I wasn't complaining about our native birds, just about the European birds who are displacing them. Visiting our birch tree out the front we get Green Parrots, a kind of Rosella; Butcherbirds; a Brown Falcon who likes to disembowel his prey there; and others such as Kookaburras, though they are an introduced species from the Australian mainland. The Falcon also likes to sit on the posts of the chicken run, not to attack the chickens, but the sparrows that eat the chook food. We also see Nankeen Kestrals around here and Peregrine Falcons a little further afield.
Yellow Wattle Birds visit our flowering cherry in spring and the apple tree in autumn, as do various honeyeaters.
We often see high above us the now rare wedge tailed eagle. And sometimes we run over on our roads the totally brainless native hens , who like to put their heads down like the Roadrunner and run flat out into the path of your vehicle. I once followed one at about 15 miles an hour down the road for about 50 yards before it turned off to the right onto another road, still running flat out down the centre of the road, silly thing!

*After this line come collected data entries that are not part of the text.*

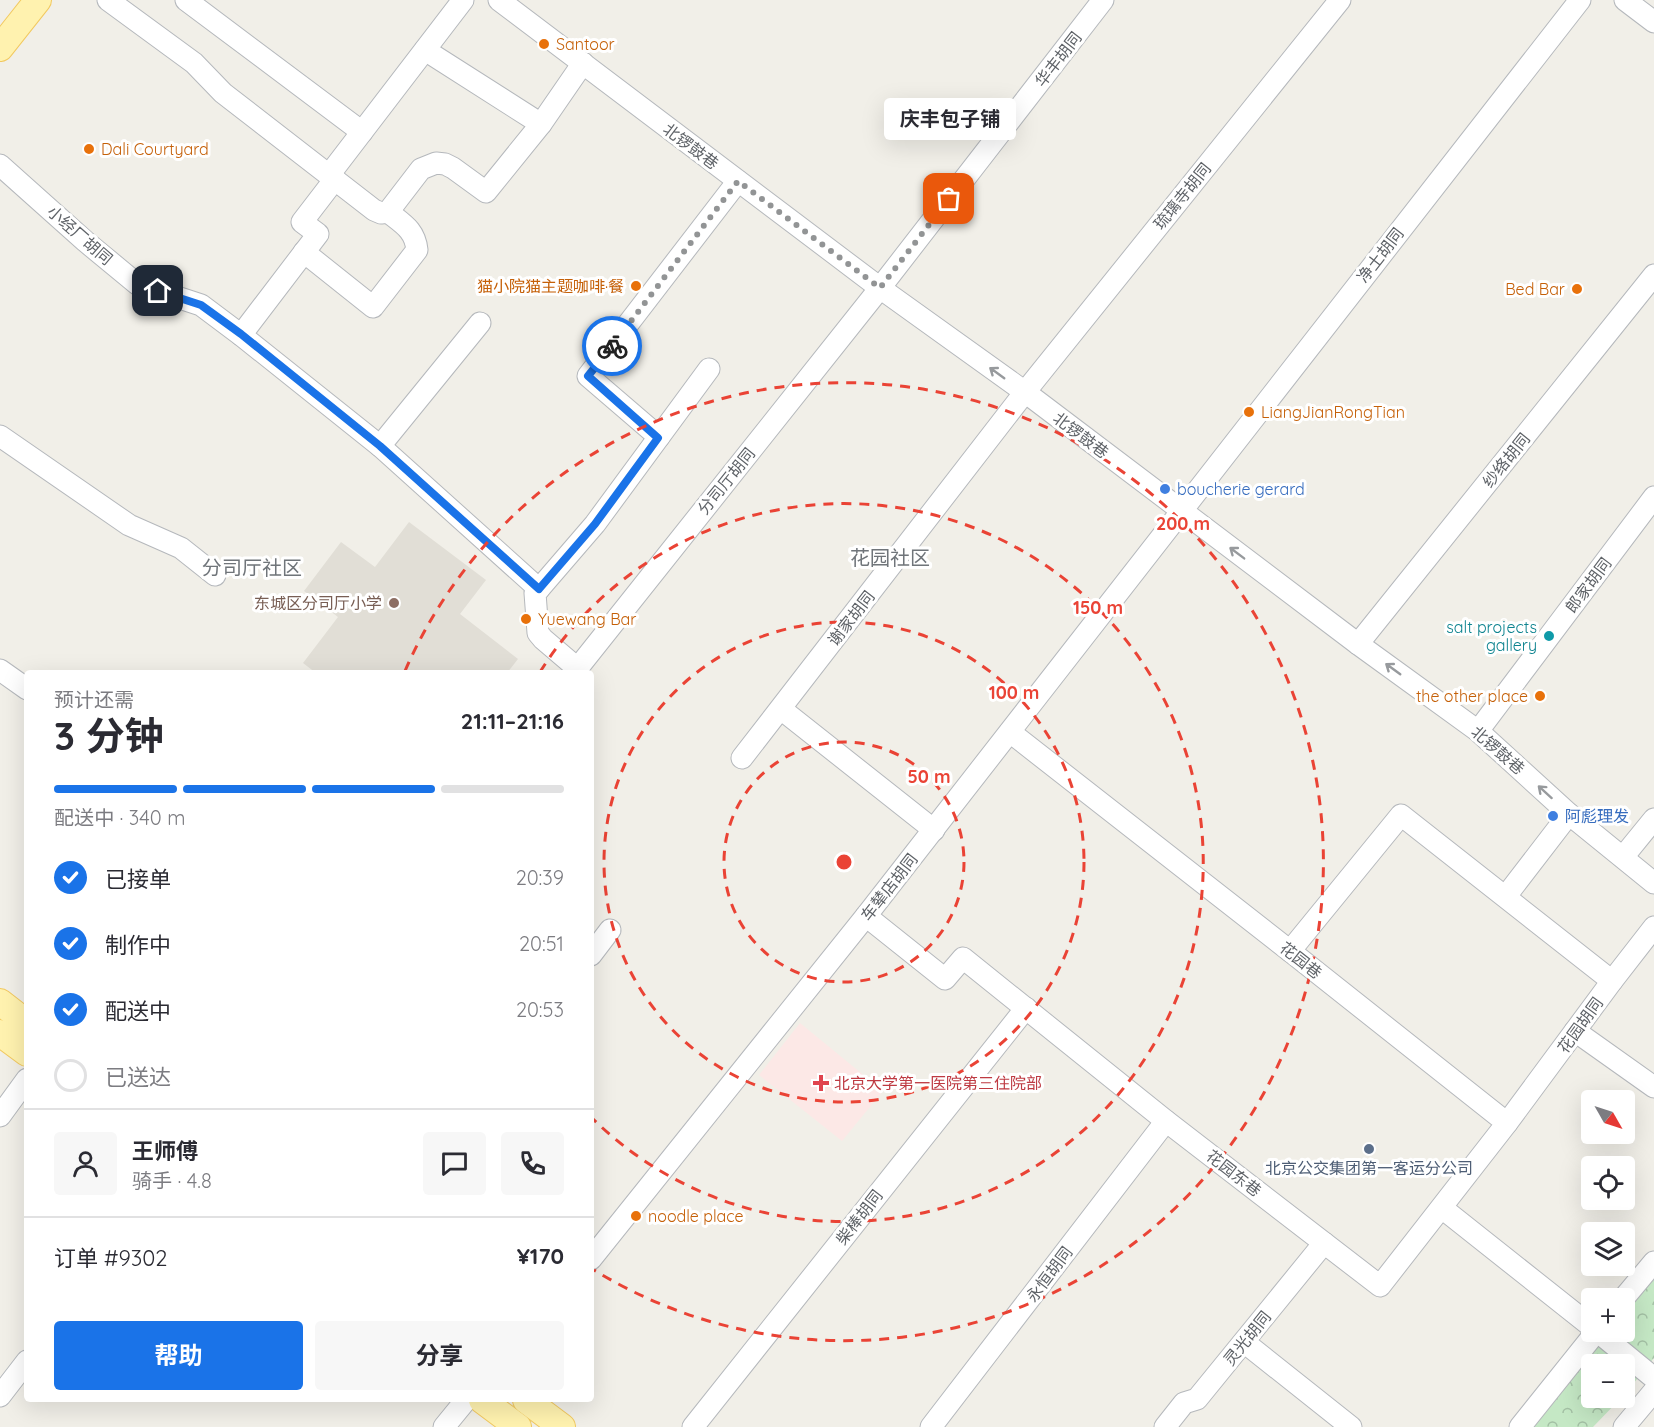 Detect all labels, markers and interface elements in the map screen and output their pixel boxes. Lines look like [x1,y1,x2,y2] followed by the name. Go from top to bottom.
[1030,28,1086,90] street label: 华丰胡同
[556,34,615,54] place label: Santoor
[537,37,551,51] marker: Santoor
[883,97,1015,139] callout: 庆丰包子铺
[900,106,1000,131] text: 庆丰包子铺
[659,119,723,173] street label: 北锣鼓巷
[101,139,209,159] place label: Dali Courtyard
[82,142,96,156] marker: Dali Courtyard
[1149,159,1215,233] street label: 琉璃寺胡同
[923,173,974,224] pin
[932,182,965,215] icon: bag
[43,201,117,269] street label: 小经厂胡同
[1352,224,1408,286] street label: 净土胡同
[132,265,183,316] pin
[141,274,174,307] icon: home
[477,276,624,296] place label: 猫小院猫主题咖啡·餐
[629,279,643,293] marker: 猫小院猫主题咖啡·餐
[1505,279,1565,299] place label: Bed Bar
[1570,282,1584,296] marker: Bed Bar
[582,316,642,376] courier
[596,330,629,363] icon: bike
[990,367,1006,379] one-way arrow
[1261,402,1405,422] place label: LiangJianRongTian
[1242,405,1256,419] marker: LiangJianRongTian
[1049,408,1113,462] street label: 北锣鼓巷
[1478,429,1534,491] street label: 纱络胡同
[693,444,759,518] street label: 分司厅胡同
[1177,479,1305,499] place label: boucherie gerard
[1158,482,1172,496] marker: boucherie gerard
[1156,512,1210,535] text: 200 m
[850,545,930,570] district label: 花园社区
[1229,547,1245,559] one-way arrow
[1561,553,1615,617] street label: 郎家胡同
[202,555,302,580] district label: 分司厅社区
[823,587,879,649] street label: 谢家胡同
[254,593,382,613] place label: 东城区分司厅小学
[387,596,401,610] marker: 东城区分司厅小学
[1073,596,1123,619] text: 150 m
[538,609,636,629] place label: Yuewang Bar
[519,612,533,626] marker: Yuewang Bar
[1446,617,1537,655] place label: salt projects gallery
[1542,629,1556,643] marker: salt projects gallery
[1386,663,1402,676] one-way arrow
[989,681,1039,704] text: 100 m
[1416,686,1528,706] place label: the other place
[54,687,134,712] text: 预计还需
[1533,689,1547,703] marker: the other place
[461,707,564,735] text: 21:11–21:16
[54,711,164,760] text: 3 分钟
[1467,721,1529,779] street label: 北锣鼓巷
[907,765,951,788] text: 50 m
[1538,785,1553,799] one-way arrow
[54,805,185,830] text: 配送中 · 340 m
[1565,806,1629,826] place label: 阿彪理发
[1546,809,1560,823] marker: 阿彪理发
[856,849,922,925] street label: 车辇店胡同
[834,852,854,872] centre of rings
[54,861,87,894] icon: check
[105,865,171,893] text: 已接单
[516,865,564,890] text: 20:39
[54,927,87,960] icon: check
[105,931,171,959] text: 制作中
[519,931,564,956] text: 20:51
[1276,937,1326,983] street label: 花园巷
[54,993,87,1026] icon: check
[1553,993,1607,1057] street label: 花园胡同
[105,997,171,1025] text: 配送中
[516,997,564,1022] text: 20:53
[105,1063,171,1091] text: 已送达
[834,1073,1042,1093] place label: 北京大学第一医院第三住院部
[812,1074,830,1092] marker: 北京大学第一医院第三住院部
[1581,1090,1635,1144] north arrow
[1581,1090,1635,1408] map controls
[54,1132,117,1195] button: person
[423,1132,486,1195] button: chat
[501,1132,564,1195] button: phone
[132,1137,198,1165] text: 王师傅
[1362,1142,1376,1156] marker: 北京公交集团第一客运分公司
[1203,1145,1265,1201] street label: 花园东巷
[1581,1156,1635,1210] button: locate
[1265,1158,1473,1178] place label: 北京公交集团第一客运分公司
[132,1168,212,1193] text: 骑手 · 4.8
[831,1186,887,1248] street label: 柴棒胡同
[648,1206,744,1226] place label: noodle place
[629,1209,643,1223] marker: noodle place
[1581,1222,1635,1276] button: layers
[517,1242,564,1270] text: ¥170
[1022,1242,1076,1306] street label: 永恒胡同
[54,1244,167,1272] text: 订单 #9302
[1581,1288,1635,1342] button: +
[1219,1307,1275,1369] street label: 灵光胡同
[54,1321,303,1390] button: 帮助
[315,1321,564,1390] button: 分享
[1581,1354,1635,1408] button: − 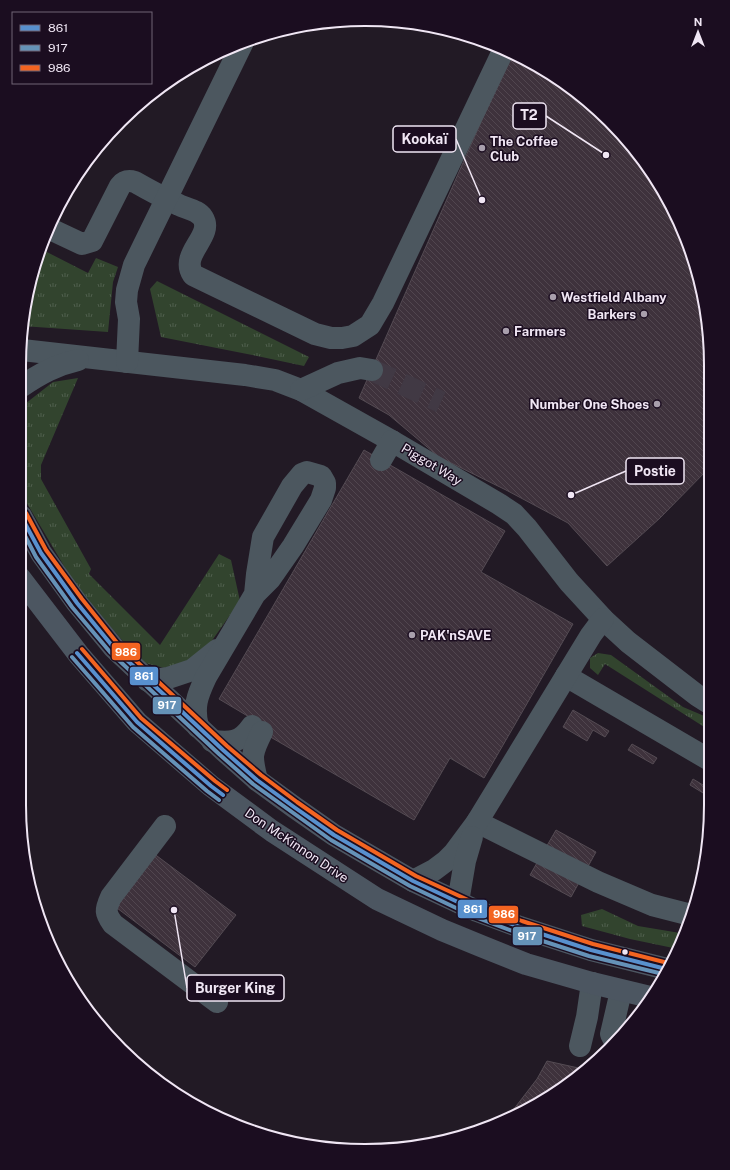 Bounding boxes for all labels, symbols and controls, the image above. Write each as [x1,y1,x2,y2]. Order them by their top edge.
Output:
legend [12,12,152,84]
north arrow [678,12,718,52]
text: N [694,16,702,28]
text: 861 [48,21,68,35]
text: 917 [48,41,68,55]
text: 986 [48,61,71,75]
callout: T2 [513,103,546,129]
text: T2 [520,107,538,123]
callout: Kookaï [393,126,456,152]
text: Kookaï [402,131,449,147]
place label: The Coffee Club [490,134,558,164]
marker: The Coffee Club [477,143,487,153]
place label: Westfield Albany [561,290,667,305]
marker: Westfield Albany [548,292,558,302]
place label: Barkers [588,307,636,322]
marker: Barkers [639,309,649,319]
place label: Farmers [514,324,566,339]
marker: Farmers [501,326,511,336]
place label: Number One Shoes [529,397,649,412]
marker: Number One Shoes [652,399,662,409]
street label: Piggot Way [399,440,465,488]
callout: Postie [626,458,684,484]
text: Postie [634,463,676,479]
place label: PAK'nSAVE [420,628,491,643]
marker: PAK'nSAVE [407,630,417,640]
line badge: 986 [111,642,141,661]
text: 986 [115,646,137,658]
line badge: 861 [129,666,159,686]
text: 861 [134,670,154,682]
line badge: 917 [152,696,182,715]
text: 917 [158,699,177,711]
street label: Don McKinnon Drive [242,805,351,886]
line badge: 861 [457,899,488,919]
text: 861 [463,903,483,915]
line badge: 986 [488,905,519,924]
text: 986 [493,908,515,920]
line badge: 917 [512,926,543,946]
text: 917 [518,930,537,942]
unlabelled marker [620,947,630,957]
callout: Burger King [187,975,284,1001]
text: Burger King [195,980,275,996]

...just to name a few. We are within 12 miles of the sea, so we get to see lots of marine and estuary birds as well, from Pacific gulls and Pelicans to Sooty Oyster Catchers and White Faced Herons.

 Originally Posted By: twosleepy
("...gay your life must be...")

How'd you know that one? I learned that in kindergarten:
"Kookaburra sits in the old gum tree-ee,
merry merry king of the bush is he-ee,
Laugh, Kookaburra laugh, Kookaburra
gay your life must be."

There were variants of course, such as
"Kookaburra sits on the telephone wire,
Jumping up and down with his pants on fire..."

Tasmania has 12 species of bird that are endemic and occur nowhere else in the world.

Last edited by The Pook; 06/25/08 08:33 AM.